Analisemos mais detidamente, agora, o artigo 54, II, ‘a’ da
Constituição.
De início, cumpre advertir, aqui, que ser acionista ou sócio é ser,
ainda que apenas parcialmente, “proprietário” 43. Inerente ao status de sócio,
a condição de coproprietário da empresa basta por si só, no entendimento da
Constituição, para caracterizar a hipótese de incidência do artigo 54, II, ‘a’.
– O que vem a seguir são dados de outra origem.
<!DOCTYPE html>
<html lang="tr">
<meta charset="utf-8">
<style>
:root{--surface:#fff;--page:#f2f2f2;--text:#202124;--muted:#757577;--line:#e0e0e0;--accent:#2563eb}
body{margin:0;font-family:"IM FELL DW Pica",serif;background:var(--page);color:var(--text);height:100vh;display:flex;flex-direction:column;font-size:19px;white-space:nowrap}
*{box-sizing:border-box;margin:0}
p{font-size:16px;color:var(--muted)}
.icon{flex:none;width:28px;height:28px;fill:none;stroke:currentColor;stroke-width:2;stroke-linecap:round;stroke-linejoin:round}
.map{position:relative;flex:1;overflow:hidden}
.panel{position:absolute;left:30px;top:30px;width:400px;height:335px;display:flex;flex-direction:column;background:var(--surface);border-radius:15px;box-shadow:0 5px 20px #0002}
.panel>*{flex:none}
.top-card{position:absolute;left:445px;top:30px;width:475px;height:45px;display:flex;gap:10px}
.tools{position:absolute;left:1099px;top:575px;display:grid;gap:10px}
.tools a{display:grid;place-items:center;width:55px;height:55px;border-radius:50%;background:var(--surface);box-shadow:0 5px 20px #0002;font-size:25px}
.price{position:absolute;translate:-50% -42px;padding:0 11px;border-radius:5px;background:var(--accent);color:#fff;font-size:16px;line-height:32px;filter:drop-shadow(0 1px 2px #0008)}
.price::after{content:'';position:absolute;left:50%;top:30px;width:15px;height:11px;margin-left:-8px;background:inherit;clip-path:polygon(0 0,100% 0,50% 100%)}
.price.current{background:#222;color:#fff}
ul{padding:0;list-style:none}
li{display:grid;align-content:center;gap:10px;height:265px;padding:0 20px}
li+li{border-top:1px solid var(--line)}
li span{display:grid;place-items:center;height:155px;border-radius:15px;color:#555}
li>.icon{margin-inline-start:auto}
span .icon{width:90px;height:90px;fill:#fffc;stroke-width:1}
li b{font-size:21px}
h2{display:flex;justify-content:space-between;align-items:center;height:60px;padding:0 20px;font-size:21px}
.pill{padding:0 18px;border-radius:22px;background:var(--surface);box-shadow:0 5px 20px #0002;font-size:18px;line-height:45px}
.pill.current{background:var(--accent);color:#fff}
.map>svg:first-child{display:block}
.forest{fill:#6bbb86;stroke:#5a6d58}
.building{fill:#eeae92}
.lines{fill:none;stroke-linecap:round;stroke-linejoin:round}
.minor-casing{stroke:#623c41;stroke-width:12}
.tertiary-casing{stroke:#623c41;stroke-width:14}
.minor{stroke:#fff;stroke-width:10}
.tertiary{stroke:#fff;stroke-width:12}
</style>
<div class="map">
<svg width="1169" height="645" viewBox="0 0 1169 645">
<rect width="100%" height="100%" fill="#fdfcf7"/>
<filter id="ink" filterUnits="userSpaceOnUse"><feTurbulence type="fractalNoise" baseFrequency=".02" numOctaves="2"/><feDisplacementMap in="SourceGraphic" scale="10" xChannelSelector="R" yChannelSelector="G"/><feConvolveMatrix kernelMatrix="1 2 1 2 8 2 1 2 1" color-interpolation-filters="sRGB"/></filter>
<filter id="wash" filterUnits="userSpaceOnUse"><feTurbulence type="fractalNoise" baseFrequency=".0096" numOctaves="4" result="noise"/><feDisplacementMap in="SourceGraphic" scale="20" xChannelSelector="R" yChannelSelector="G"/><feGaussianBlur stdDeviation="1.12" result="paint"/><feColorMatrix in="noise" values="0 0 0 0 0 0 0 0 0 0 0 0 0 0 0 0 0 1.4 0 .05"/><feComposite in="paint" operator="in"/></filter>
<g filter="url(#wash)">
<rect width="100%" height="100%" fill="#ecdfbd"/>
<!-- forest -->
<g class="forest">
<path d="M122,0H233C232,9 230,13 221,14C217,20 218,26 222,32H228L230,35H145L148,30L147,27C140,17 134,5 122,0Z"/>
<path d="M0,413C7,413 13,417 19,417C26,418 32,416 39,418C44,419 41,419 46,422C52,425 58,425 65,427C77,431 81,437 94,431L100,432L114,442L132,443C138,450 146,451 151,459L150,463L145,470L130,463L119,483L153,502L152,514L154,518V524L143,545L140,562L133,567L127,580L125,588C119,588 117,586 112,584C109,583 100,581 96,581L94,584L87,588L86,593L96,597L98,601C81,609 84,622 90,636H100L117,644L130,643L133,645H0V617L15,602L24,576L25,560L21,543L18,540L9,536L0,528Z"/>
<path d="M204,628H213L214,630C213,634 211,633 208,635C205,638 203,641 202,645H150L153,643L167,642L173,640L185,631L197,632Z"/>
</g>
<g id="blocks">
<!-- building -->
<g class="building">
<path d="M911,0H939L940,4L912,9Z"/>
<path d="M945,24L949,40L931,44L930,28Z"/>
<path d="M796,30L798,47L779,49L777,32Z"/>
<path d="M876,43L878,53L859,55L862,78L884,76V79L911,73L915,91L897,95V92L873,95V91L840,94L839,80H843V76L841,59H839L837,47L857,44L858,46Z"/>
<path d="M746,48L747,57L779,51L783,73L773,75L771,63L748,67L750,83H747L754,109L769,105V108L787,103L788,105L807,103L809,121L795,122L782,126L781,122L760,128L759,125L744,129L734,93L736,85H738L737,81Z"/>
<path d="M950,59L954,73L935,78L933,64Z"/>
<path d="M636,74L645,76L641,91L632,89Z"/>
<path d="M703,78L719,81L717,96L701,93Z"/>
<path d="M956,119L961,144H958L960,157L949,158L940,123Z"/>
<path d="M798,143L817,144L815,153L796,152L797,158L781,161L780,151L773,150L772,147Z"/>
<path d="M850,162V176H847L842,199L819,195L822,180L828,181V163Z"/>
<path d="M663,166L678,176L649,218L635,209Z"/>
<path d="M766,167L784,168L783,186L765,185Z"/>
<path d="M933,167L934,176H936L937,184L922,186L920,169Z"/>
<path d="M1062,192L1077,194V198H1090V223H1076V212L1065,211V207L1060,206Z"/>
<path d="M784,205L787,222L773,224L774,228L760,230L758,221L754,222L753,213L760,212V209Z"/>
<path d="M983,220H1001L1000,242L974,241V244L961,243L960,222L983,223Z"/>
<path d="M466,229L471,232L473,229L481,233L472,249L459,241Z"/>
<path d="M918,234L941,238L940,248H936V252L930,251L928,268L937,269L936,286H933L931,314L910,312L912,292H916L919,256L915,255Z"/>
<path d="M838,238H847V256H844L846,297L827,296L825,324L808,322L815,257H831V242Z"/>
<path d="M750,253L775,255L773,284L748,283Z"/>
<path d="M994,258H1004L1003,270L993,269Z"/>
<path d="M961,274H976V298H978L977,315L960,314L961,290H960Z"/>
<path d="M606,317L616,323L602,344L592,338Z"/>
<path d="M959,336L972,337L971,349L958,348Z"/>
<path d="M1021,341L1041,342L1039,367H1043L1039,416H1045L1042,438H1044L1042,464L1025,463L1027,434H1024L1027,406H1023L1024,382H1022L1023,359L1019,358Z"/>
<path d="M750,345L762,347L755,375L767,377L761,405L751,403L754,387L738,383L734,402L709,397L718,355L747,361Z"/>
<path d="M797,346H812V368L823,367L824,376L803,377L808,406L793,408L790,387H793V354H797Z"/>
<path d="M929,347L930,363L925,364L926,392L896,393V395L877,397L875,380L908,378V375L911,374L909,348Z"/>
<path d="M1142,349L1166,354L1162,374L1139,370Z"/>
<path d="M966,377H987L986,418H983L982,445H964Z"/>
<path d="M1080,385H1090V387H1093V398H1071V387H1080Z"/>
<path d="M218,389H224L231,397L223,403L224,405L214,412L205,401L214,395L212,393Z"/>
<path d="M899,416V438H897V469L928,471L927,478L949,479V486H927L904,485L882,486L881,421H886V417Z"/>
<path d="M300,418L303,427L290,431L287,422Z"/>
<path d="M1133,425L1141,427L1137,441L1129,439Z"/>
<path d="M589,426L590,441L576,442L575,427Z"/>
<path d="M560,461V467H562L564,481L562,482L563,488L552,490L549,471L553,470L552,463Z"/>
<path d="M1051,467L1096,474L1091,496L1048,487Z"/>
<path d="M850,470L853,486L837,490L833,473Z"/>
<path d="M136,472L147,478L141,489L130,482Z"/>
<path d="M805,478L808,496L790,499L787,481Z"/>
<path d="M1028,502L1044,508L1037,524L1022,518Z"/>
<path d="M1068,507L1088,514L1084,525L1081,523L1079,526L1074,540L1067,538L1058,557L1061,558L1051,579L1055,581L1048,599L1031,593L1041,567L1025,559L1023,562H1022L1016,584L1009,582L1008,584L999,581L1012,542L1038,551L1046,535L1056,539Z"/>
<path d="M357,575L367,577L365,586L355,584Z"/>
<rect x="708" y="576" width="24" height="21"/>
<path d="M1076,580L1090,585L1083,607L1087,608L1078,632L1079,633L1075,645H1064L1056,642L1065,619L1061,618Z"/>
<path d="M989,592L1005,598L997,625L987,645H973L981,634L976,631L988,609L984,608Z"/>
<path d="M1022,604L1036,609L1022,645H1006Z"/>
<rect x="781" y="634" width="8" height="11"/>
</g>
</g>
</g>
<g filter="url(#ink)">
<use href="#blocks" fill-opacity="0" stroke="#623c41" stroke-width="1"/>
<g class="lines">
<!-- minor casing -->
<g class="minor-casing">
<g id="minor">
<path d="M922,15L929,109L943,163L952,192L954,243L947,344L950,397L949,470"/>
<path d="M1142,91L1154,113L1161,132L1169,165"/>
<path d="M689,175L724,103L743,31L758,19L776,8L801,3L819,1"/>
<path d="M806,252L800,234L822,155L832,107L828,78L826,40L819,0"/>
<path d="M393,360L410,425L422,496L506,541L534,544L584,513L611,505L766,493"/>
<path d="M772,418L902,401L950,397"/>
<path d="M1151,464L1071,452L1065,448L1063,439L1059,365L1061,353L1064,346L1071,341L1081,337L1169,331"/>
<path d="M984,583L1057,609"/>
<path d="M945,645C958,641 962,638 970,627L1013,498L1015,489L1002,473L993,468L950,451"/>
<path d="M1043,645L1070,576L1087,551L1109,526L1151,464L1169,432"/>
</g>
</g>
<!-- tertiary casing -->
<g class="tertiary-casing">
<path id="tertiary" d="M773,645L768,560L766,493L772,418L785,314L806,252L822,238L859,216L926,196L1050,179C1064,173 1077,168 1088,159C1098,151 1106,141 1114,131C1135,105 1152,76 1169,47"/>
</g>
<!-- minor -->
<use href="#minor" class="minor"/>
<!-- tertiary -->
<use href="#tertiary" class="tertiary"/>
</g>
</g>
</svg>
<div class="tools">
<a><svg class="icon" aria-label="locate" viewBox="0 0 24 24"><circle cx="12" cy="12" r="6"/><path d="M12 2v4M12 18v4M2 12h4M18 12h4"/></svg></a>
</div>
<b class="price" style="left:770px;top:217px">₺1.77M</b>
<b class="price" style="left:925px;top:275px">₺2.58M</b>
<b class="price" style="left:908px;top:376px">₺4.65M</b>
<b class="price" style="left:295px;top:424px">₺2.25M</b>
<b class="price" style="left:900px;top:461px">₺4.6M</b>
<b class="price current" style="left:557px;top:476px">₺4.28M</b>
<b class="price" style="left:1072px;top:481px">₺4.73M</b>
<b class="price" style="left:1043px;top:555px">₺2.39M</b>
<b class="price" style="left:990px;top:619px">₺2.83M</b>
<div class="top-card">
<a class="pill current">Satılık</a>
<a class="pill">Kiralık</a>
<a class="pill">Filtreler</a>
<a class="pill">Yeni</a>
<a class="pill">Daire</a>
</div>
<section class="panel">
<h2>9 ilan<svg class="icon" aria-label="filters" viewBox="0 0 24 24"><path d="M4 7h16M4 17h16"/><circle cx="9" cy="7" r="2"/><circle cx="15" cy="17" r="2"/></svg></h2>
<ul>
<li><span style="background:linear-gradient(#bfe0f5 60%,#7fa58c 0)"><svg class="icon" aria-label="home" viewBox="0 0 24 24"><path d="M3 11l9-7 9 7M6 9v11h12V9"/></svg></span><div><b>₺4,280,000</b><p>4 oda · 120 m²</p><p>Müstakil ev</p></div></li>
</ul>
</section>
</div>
E que não se exige que tal sócio seja simultaneamente “controlador”, isso é
uma conclusão que deflui não só da redação literal do dispositivo, mas
também do exame das discussões da Assembleia Nacional Constituinte.
Aliás, se o artigo 54, II, ‘a’ impede até que o congressista se beneficie
pouquíssimo do contrato, por vias mais que indiretas, como simples
empregado (cf. parte final: “ou nela exercer função remunerada”), muito mais
impede que o parlamentar se beneficie à larga desse mesmo contrato como
sócio, na forma de dividendos ou na expansão do próprio patrimônio
empresarial de que é cotitular.
A interpretação literal do texto do artigo 54, II, ‘a’ deve, sem dúvida,
ser completada por sua interpretação histórica, sistemática e teleológica.
Desse modo, percebe-se claramente a razão de ser da norma, que visa a
impedir que membros do Congresso vivenciem situações de conflito de
42 Deputado Egídio F. LIMA, Diário da Assembleia Nacional Constituinte nº 208. 43 Tullio ASCARELLI, “Princípios e Problemas das Sociedades Anônimas” in Problemas das
Sociedades Anônimas e Direito Comparado, 2ª ed, São Paulo, Saraiva, 1969, pp. 340-343 e
Fábio Konder COMPARATO & Calixto SALOMÃO Filho, O Poder de Controle na Sociedade
Anônima, 5ª ed, Rio de Janeiro, Forense, 2008, pp. 113 e 129-131.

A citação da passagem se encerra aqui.